Things such as property and equipment can suffer from damage, or depreciate, over time. This can include vehicles, buildings, heavy equipment, and more. When these assets depreciate, they lead to a hidden cost: wear and tear does not show up in your financial records and it can be difficult to prove when it comes time to reduce your tax burden.

However, you can make use of capital cost allowance, or CCA, to account for the costs of depreciation. CCA can only apply to property that you own or hold a leasehold interest. It’s also good to know that CCA is optional, and sometimes is best claimed in the future should your small business move into a higher tax bracket.

What depreciates and what can be claimed?

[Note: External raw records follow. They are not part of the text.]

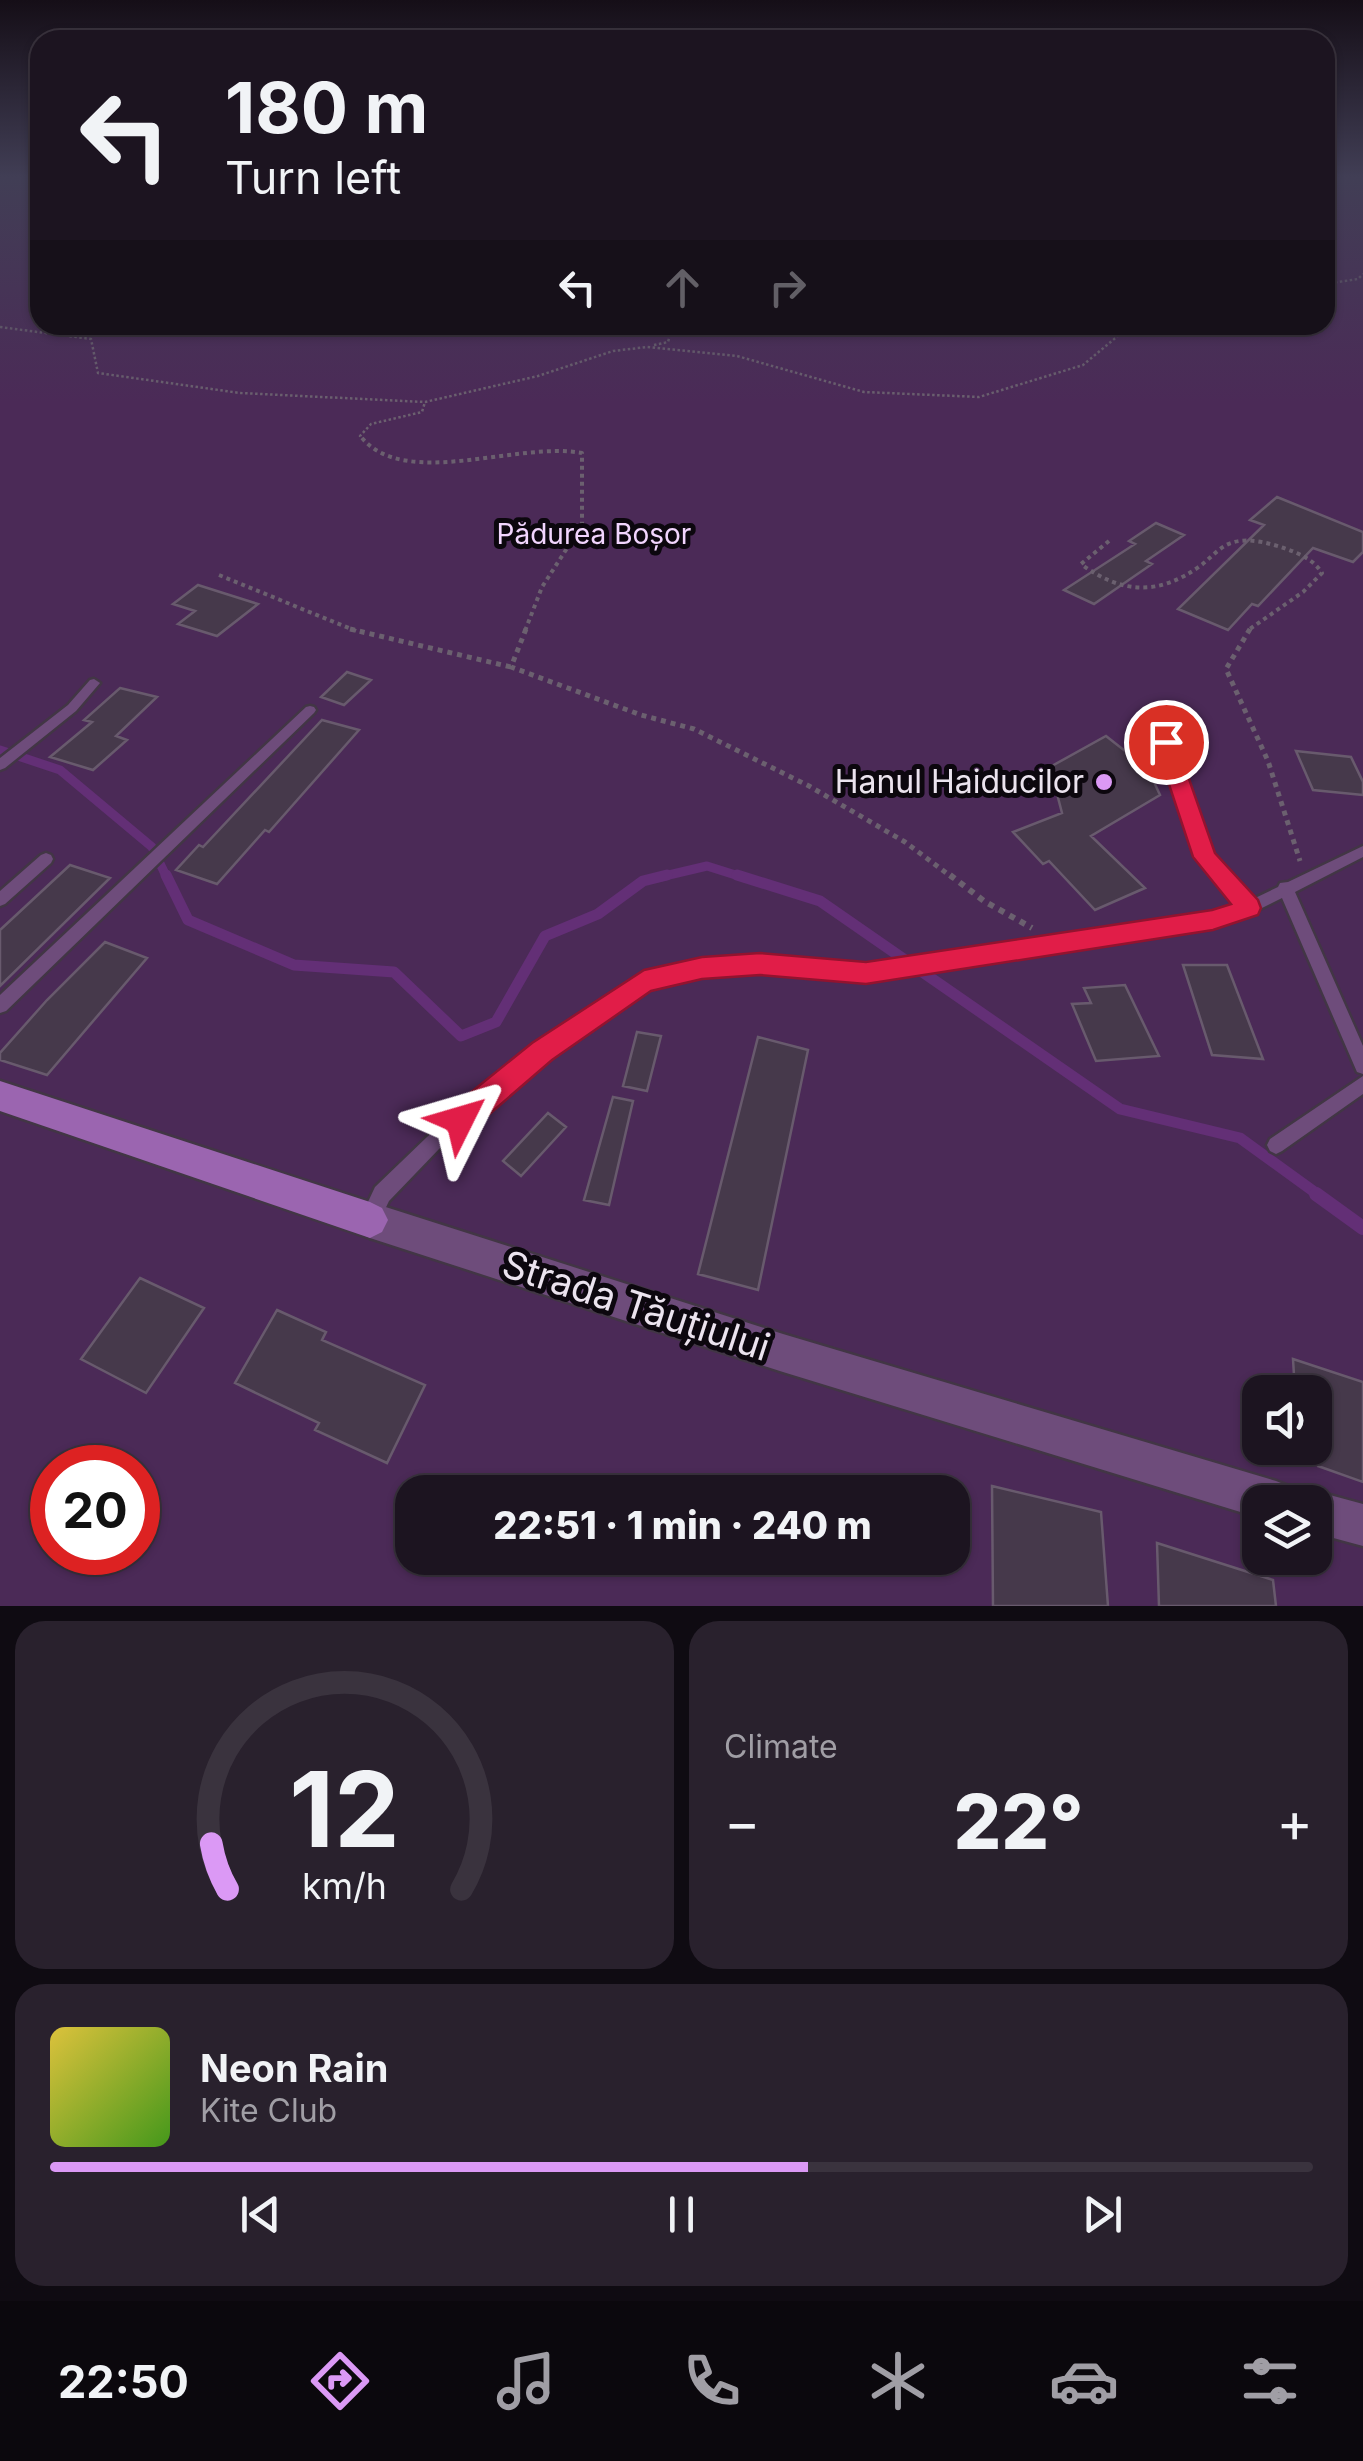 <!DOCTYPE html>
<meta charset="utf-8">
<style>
body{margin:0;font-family:Inter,sans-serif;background:#29212d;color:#f1f3f6;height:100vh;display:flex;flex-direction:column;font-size:38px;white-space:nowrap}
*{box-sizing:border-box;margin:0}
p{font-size:32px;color:#a09ea5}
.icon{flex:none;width:55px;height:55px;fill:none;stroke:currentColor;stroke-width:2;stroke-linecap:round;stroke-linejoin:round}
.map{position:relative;height:1606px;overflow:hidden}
.side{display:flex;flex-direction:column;gap:15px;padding:15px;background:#0f0b12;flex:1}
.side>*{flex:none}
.banner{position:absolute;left:30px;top:30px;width:1305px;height:305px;border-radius:30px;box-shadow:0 2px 8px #0004,0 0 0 2px #3a333e;background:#1c1420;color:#f1f3f6;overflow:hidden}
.tools{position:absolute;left:1242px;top:1375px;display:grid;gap:20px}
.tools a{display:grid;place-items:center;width:90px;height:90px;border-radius:20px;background:#1c1420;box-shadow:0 2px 8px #0004,0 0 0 2px #3a333e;font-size:50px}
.speed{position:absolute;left:30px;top:1445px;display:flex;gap:20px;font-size:50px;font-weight:700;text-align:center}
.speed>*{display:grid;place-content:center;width:130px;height:130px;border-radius:50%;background:#1c1420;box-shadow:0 2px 8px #0004,0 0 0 2px #3a333e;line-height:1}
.speed .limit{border:15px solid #d22;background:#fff;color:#111}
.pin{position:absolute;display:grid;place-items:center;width:85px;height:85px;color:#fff;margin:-42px;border:5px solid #fff;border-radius:50%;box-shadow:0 2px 10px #0007}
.me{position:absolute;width:110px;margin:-55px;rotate:50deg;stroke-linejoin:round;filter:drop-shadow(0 0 8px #0008)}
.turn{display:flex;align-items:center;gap:35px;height:210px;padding:0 30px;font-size:45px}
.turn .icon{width:130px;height:130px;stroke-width:2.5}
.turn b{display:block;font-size:70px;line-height:85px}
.lanes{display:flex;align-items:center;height:95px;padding:0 30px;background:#0003;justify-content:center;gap:50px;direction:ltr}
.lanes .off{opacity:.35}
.big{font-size:75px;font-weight:800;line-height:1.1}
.side .widget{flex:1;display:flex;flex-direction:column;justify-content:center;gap:15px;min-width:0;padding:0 35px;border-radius:30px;background:#29212d}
.side .dial{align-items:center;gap:0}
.dial svg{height:260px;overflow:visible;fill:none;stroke:#3a333e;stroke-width:7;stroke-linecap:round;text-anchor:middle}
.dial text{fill:#f1f3f6;stroke:none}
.song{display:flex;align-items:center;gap:30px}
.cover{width:120px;height:120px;border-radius:15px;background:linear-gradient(135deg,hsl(50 70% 55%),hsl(100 70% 35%))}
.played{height:10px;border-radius:5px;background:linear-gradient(90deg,#db99f5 60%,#3a333e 60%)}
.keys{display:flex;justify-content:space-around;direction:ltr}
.heat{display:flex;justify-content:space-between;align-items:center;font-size:55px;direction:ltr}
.side .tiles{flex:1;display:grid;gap:15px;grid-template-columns:1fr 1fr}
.widget:last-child{grid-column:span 2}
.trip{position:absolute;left:395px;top:1475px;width:575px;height:100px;border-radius:30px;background:#1c1420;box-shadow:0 2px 8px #0004,0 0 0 2px #3a333e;font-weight:800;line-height:100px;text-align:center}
.menu{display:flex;height:160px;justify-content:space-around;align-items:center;background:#0b080d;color:#a09ea5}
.menu .icon{width:70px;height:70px}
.menu .active{color:#db99f5}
.menu b{font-size:45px;color:#f1f3f6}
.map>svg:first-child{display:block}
.green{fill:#4b2a57;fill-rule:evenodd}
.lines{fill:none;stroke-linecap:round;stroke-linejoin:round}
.stream-far2{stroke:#632f76;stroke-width:9}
.stream-far1{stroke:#632f76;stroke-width:11}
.stream{stroke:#632f76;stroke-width:14}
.building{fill:#46394b;stroke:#685a6d;stroke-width:2.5}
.service-casing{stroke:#423645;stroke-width:5}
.tertiary-casing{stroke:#423645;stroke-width:5}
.secondary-casing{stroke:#423645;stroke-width:5}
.path-far3{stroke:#6b606f;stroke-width:2.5;stroke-dasharray:2.5 2.5;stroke-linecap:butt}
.path-far2{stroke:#6b606f;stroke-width:4;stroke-dasharray:4 4;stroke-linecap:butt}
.path-far1{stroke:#6b606f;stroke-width:5;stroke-dasharray:5 5;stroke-linecap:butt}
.path{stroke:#6b606f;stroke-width:6;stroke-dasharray:6 6;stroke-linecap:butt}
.service{fill:#6e4c7b;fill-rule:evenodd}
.tertiary{fill:#6e4c7b;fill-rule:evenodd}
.secondary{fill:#9b65b0;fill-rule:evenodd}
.route{fill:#e11d48;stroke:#92132f;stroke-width:2.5}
.poi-dot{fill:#db99f5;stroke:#0c070e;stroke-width:4}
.labels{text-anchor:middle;stroke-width:10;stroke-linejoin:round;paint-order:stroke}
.far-park-label{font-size:28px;fill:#f2d5fe;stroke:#0c070e}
.poi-label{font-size:32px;fill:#ebe3ee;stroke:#0c070e;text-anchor:end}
.near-street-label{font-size:38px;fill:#ebe3ee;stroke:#0c070e}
</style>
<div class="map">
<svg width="1363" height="1606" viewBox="0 0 1363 1606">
<rect width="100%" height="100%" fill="#261a2a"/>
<path class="green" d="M0 177H40V325H1325V177H1363V1606H0ZM1260 1392H1315V1448H1260ZM52 1468H138V1552H52ZM412 1492H952V1558H412ZM1260 1502H1315V1558H1260Z"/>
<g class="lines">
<path class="stream-far2" d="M0 750 60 770 152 847 167 878
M656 878 707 866 745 878"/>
<path class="stream-far1" d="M166 875 188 920 294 965 394 972 461 1036 496 1022 545 936 598 914 643 881 667 875
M737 875 820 901 1120 1109 1240 1138 1320 1196"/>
<path class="stream" d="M1316 1194 1363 1228"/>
</g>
<path class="building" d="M1277 497 1363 532V552L1353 562 1313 548 1258 606 1252 604 1228 630 1178 609 1264 525 1250 520Z
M1156 523 1184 535 1146 561 1152 564 1094 604 1064 590 1135 544 1129 541Z
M198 585 220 592 258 604 217 636 178 624 195 611 173 604Z
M347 672 371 680 344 705 321 697Z
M120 688 157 697 116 736 127 740 93 770 50 757 92 722 84 720Z
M322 720 359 730 269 832 265 830 217 884 176 870 199 845 203 847Z
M1106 736 1148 769 1160 795 1091 836 1145 888 1095 910 1049 861 1043 864 1013 832 1062 813 1050 767Z
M1296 751 1351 757 1363 782V795L1313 790Z
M70 865 110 878 0 986V930Z
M105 942 147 958 47 1075 0 1060V1053L47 1000Z
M1183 965H1227L1263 1059 1212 1055Z
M1125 985 1159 1056 1096 1061 1072 1004 1091 1003 1084 988Z
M637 1032 661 1036 647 1091 623 1086Z
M758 1037 808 1050 758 1290 698 1274Z
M613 1097 633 1101 609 1205 584 1200Z
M548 1113 566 1127 521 1176 503 1161Z
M140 1278 204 1308 146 1393 81 1359Z
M277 1310 326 1332 322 1340 425 1385 387 1463 315 1430 319 1423 235 1383Z
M1293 1359 1363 1382V1482L1318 1466 1315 1392H1295Z
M992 1486 1101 1512 1108 1606H993Z
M1157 1543 1273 1580 1276 1606H1159Z"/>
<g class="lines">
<defs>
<path id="service" d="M94 679 100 683 76 711 5 768 0 770V758L68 705 90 680Z
M310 706 314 707 316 710 314 713 6 1011 0 1013V995L306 707Z
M1166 738 1172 742 1211 855 1251 900 1278 887 1280 883 1288 882 1363 846V857L1295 892 1363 1046V1074L1357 1072 1282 898 1254 912 1213 926 866 980 760 971 702 975 648 987 548 1056 439 1149 389 1201 377 1226 370 1229 363 1226 360 1219 375 1187 427 1137 536 1046 638 976 702 961 760 957 866 966 1213 914 1238 906 1198 857 1160 742Z
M46 853 51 855 53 859 51 863 5 904 0 906V891L41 855Z
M1363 1076V1094L1282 1151 1276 1154 1270 1151 1267 1145 1270 1139Z"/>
<path id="tertiary" d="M370 1202 783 1334 1276 1481 1291 1487 1297 1502H1260V1518L783 1372 370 1238 358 1232 352 1220 358 1208Z
M1315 1491 1363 1504V1546L1315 1533V1502H1298L1300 1497Z"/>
<path id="secondary" d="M0 1081 370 1202 382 1208 388 1220 382 1232 370 1238 0 1111Z"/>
</defs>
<use href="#service" class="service-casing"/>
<use href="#tertiary" class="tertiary-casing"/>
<use href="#secondary" class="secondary-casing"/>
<path class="path-far3" d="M1325 284 1358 279 1363 274
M0 327 91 339 98 373 240 393 425 402 538 376 613 351 647 347 737 356 864 392 979 397 1083 365 1131 325
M654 345 668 342 673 325
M364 440 360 436 371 424 422 412 425 402"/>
<path class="path-far2" d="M362 438C406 490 518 441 582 453V525L542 587 525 631
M1109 541 1081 564C1122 594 1158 596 1200 566 1210 559 1219 547 1231 543 1248 537 1268 543 1284 548 1300 554 1313 559 1322 573L1303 592 1247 631
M219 575 356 631"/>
<path class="path-far1" d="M350 629 511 667
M526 629 511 667 641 715 694 729 809 786 905 842 953 878
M1250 629 1226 669 1268 761 1300 861"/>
<path class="path" d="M950 875 984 901 1032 928"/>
<use href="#service" class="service"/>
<use href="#tertiary" class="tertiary"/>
<use href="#secondary" class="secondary"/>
</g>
<linearGradient id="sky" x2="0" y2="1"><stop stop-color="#150e17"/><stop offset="0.44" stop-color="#413e55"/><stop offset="1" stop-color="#413e55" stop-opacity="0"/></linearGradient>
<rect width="1363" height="402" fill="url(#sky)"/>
<path class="route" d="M1166 735 1176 742 1215 853 1258 900 1261 908 1258 915 1213 930 866 984 760 975 702 979 651 991 552 1060 471 1130 460 1134 449 1130 445 1120 449 1110 532 1043 644 970 702 957 760 953 866 962 1212 910 1231 904 1193 857 1155 742Z"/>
<circle class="poi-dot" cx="1104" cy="782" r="10"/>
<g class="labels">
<g class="far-park-label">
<text x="594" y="544">Pădurea Boșor</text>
</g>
<g class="poi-label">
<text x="1084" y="793">Hanul Haiducilor</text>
</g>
<g class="near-street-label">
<text transform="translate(636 1306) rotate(18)" y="13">Strada Tăuțiului</text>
</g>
</g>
</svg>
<div class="tools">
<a><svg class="icon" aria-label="sound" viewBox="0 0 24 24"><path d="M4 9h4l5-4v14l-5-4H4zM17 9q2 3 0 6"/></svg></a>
<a><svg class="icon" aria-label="layers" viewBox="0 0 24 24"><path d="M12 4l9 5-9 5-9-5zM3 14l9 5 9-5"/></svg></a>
</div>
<div class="speed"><div class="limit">20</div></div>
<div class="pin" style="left:1166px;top:742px;background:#d93025"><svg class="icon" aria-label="arrive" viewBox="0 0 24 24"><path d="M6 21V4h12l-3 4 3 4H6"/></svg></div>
<svg class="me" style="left:460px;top:1120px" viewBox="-20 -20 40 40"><path d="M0-17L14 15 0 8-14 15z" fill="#e11d48" stroke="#fff" stroke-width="4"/></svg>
<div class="trip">22:51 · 1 min · 240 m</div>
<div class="banner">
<div class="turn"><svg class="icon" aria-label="left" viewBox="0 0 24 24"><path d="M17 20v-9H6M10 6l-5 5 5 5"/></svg><div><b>180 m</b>Turn left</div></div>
<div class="lanes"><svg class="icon" aria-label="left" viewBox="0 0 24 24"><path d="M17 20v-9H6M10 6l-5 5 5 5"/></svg><svg class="icon off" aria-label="ahead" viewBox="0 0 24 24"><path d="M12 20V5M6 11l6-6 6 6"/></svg><svg class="icon off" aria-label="right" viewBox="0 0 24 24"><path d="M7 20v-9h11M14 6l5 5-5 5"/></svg></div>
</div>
</div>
<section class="side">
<div class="tiles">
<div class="widget dial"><svg viewBox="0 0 100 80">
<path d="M14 69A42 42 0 1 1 86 69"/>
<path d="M14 69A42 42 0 0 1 9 55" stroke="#db99f5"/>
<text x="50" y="56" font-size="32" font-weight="700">12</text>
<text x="50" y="72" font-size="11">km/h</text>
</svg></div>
<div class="widget"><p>Climate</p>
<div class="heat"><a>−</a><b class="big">22°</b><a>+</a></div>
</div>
<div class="widget">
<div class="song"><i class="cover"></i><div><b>Neon Rain</b><p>Kite Club</p></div></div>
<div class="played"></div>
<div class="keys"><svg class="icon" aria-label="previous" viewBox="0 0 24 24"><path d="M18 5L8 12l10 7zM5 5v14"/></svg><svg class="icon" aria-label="pause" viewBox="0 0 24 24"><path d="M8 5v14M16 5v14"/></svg><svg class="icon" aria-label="next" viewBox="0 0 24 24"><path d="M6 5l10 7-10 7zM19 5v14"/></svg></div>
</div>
</div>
</section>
<nav class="menu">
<b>22:50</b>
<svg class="icon active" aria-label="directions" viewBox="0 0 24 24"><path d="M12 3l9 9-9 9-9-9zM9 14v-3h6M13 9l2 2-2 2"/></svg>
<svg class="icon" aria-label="music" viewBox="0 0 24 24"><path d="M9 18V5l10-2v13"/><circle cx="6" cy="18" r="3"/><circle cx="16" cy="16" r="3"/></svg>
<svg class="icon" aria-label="phone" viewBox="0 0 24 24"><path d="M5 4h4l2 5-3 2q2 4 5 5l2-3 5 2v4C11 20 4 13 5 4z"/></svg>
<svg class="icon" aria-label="climate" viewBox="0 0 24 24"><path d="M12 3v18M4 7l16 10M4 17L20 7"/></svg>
<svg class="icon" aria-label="car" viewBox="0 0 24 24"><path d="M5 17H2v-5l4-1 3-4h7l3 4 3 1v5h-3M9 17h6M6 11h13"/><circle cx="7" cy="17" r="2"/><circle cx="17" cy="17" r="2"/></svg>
<svg class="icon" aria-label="filters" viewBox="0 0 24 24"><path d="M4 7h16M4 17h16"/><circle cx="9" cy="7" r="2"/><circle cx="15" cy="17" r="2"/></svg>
</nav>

Not all property depreciates over time, meaning that only certain types of property can be used to claim CCA. Land itself usually cannot be used for CCA as it does not depreciate. However, in some cases, you can claim an allowance for depletion if you are getting any income from the land itself in the form of gravel pits, woodlots, or quarries.

Any equipment being used for CCA must be usable for business purposes. Also, any new net acquisitions to a property class can only be used for half of the usual CCA for the first year, and if the first fiscal period is less than one year, you can only take a prorated CCA.

Spreading the cost out over time

Some equipment such as work vehicles will serve your small business for many years. Both vehicles and buildings are expected to serve you over a period of time. For this reason, when first purchasing a new piece of equipment or a building, you can’t simply deduct the entire cost for a single tax year. Instead, you’ll need to spread out the cost over your vehicle’s or building’s expected lifespan. This means that the cost you deduct will be spread over the course of years.

Things such as quick repairs, oil changes, and other fixes designed to only be useful for a short period of time do not apply to CCA. These expenses can be claimed in full during the tax year in which they take place.

How much CCA can you claim?

Capital cost allowance can vary depending on the property class you are claiming. The maximum percentage of each class that you can claim every year will be different. Computers and software, as well as vehicles costing more than $30,000 will allow you to claim a max of 30% for a tax year, while real estate purchased after 1988 and prior to 1988 will allow you to claim 4 to 5%, respectively. Other property classes include tools over $500 (20%), Furniture (20%), parking lots (8%), and boats (15%.) You can also claim a CCA of 20% for any other non-manufacturing equipment you are using for your small business.